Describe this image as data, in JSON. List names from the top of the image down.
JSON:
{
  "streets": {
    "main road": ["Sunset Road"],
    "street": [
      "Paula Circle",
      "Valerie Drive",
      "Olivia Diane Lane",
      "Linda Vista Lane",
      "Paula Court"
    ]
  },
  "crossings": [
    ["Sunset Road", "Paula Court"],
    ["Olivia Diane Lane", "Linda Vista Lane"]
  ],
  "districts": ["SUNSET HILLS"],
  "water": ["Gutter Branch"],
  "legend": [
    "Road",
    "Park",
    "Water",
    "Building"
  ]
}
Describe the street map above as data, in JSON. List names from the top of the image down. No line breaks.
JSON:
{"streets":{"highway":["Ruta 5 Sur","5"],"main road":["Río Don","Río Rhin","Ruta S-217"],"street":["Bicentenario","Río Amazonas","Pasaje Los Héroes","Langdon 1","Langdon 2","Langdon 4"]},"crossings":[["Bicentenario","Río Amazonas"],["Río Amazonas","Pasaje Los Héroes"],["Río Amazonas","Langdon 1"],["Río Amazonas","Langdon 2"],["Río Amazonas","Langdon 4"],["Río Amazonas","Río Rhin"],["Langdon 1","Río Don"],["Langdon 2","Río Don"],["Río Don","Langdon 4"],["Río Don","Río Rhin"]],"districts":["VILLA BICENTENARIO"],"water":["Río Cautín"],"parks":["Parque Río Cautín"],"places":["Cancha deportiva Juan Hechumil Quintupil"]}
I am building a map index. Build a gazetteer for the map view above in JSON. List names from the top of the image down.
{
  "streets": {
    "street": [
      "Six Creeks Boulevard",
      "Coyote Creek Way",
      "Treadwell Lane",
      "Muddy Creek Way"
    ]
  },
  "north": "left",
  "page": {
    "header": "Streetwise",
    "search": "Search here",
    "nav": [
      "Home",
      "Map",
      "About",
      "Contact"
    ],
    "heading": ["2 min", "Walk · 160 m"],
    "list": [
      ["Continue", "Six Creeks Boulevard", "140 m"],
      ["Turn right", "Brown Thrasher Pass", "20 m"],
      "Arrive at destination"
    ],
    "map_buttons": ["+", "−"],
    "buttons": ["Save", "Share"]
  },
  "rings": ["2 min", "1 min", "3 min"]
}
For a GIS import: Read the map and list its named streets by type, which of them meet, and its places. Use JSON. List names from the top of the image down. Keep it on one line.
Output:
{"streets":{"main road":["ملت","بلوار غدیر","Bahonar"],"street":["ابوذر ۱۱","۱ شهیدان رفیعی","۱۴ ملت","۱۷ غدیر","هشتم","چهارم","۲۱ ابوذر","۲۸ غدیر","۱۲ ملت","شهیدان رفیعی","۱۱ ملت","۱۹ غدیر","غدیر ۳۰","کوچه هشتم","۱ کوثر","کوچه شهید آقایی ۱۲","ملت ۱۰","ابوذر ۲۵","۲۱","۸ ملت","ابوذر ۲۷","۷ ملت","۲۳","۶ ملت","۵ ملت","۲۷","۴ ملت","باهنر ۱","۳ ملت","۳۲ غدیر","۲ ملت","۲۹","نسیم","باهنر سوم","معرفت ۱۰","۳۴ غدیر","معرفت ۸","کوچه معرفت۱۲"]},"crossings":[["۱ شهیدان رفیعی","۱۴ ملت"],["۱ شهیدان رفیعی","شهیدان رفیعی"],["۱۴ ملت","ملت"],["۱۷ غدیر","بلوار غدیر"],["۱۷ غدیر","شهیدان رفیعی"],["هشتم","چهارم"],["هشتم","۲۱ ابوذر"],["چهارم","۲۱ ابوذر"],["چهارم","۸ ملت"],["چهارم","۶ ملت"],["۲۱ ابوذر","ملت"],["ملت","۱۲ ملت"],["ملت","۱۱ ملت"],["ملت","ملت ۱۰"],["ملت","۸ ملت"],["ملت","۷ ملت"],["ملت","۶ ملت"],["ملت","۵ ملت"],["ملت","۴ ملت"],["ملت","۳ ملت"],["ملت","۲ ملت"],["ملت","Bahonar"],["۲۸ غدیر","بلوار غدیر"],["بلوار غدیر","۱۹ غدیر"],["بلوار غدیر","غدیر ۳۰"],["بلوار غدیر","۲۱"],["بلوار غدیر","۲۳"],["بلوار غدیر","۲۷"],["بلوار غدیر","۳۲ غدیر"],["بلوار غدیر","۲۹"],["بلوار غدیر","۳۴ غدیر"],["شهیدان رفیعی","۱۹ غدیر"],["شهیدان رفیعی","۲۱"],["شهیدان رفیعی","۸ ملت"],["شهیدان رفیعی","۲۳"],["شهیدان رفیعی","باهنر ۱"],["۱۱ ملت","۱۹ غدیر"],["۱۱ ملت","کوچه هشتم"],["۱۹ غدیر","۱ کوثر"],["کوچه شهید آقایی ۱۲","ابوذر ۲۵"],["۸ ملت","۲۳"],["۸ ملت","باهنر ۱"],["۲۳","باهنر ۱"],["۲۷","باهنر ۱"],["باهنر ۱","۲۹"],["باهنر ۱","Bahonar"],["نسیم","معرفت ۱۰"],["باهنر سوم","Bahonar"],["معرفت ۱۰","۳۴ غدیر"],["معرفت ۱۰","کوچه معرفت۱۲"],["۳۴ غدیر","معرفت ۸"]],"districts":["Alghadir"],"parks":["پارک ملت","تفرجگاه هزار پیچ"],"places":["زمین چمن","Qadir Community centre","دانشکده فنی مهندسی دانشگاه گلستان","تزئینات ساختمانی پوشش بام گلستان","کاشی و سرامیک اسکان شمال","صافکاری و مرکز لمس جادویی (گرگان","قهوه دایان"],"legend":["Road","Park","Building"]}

════════

● **Task description**: Whenever the word "Olivia" appears in a line of the listing, report that line.

● **Finished task**:
      "Olivia Diane Lane",
    ["Olivia Diane Lane", "Linda Vista Lane"]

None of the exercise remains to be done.